I have to. This is an exercise in changing my mindset. I am perpetual perfectionist, and if I can’t actually BE perfect then I will often give the illusion of perfection. I don’t say it, but I also don’t ask for help. I enter relationships that are convenient. But this is all about to change.
This Wednesday night our home will be filled with an additional fourteen adults and three more infants. Our small group is convening for the first time post baby boom. We’ve debated about where to host this ever-growing crew and it became obvious that the Lord was asking us to open up our home this time.
Remember that part about the illusion of perfection?
This is what my kitchen currently looks like. I told my husband last night that even if someone came and babysat for two straight weeks I still couldn’t get to everything on my list. This is what I wrote in my journal this morning:
My list is too big. I feel overwhelmed. Any of these tasks alone would be enough to fill my days.
-Writing for other blogs … when I feel like my inspiration has vanished.
-Caring for a new baby
-Time in the Word
-Cooking and cleaning
-Growing my marriage
-More thank you notes
-My own blog
-Connecting with neighbors
-Investing in the community and our church
I need a workable plan/schedule. LORD I NEED YOU!
And after coming slightly unglued, I felt the Lord speak into the massive messy list. “You need me.”
I’m not sure why I thought I could do this, any of this, on my own. I didn’t notice the change.
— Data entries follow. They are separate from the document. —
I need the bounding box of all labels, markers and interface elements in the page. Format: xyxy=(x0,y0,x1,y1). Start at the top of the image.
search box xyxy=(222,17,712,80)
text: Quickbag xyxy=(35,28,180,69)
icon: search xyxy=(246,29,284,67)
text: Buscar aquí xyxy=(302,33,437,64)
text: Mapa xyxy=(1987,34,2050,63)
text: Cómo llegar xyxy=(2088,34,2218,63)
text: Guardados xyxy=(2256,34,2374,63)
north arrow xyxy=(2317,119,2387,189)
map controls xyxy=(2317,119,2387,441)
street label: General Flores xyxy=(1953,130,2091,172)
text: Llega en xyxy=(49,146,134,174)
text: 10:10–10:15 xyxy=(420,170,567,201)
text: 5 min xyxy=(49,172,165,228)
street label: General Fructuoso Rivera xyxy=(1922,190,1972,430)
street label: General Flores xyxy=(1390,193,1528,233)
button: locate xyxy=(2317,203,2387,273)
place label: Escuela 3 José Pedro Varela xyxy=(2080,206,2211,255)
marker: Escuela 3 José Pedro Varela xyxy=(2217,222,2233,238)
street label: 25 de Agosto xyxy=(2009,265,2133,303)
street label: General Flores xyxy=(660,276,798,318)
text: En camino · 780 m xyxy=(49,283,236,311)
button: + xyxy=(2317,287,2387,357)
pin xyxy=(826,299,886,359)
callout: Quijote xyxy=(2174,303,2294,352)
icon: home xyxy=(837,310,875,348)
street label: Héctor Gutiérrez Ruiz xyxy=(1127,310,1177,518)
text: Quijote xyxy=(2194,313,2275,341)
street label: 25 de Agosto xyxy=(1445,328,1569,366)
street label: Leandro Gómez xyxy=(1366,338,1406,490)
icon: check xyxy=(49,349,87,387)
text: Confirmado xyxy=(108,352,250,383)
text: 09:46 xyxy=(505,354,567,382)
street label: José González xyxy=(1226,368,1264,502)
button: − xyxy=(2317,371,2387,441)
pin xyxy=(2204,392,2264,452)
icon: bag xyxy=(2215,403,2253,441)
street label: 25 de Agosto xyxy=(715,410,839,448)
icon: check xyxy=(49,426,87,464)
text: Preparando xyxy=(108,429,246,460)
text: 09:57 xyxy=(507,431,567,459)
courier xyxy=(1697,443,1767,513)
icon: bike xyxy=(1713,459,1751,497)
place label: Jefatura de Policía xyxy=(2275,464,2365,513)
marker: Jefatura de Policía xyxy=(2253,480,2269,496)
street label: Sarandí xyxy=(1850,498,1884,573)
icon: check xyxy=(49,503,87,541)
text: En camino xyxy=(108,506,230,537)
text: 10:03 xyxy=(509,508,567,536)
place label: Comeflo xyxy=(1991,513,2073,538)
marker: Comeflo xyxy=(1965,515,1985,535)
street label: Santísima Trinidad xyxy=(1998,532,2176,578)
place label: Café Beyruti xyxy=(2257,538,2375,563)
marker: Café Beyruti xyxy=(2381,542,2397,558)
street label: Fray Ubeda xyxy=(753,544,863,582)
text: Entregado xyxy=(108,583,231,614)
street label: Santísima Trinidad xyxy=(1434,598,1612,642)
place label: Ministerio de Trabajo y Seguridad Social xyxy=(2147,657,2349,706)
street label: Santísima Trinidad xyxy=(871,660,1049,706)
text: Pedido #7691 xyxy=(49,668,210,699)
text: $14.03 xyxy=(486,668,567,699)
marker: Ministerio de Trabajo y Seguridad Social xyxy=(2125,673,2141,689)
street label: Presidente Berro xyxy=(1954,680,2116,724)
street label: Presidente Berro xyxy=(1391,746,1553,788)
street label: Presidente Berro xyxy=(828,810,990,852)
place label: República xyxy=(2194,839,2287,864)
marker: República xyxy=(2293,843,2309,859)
I was lifting up my concerns and requests to the Lord when one day I must have just started reaching up and taking a few of them back. “Oh, I’ll take that one. Don’t worry about this one. I’ve got it.”
I don’t got it.
I teeter on the edge of grace and mess each and every day. Here’s the real kicker- life was like this even before the addition of a baby! God is simply using this lifechange to remind me that I cannot do any of this on my own. Why would I want to?
I’m telling you and I’m telling me: stop taking the stuff back. He really wants to take it! This week I’m meditating, claiming, writing and memorizing these gems.
“Commit your way to the LORD; trust in him, and he will act.” (Psalm 37:2, NIV)
“From the end of the earth I will cry to You, When my heart is overwhelmed; Lead me to the rock that is higher than I.” (Psalm 61:2 NKJV)
“Many are the plans in a man’s heart, but it is the LORD’s purpose that prevails.” (Proverbs 19:21, NIV)
Be encouraged. Share the mess.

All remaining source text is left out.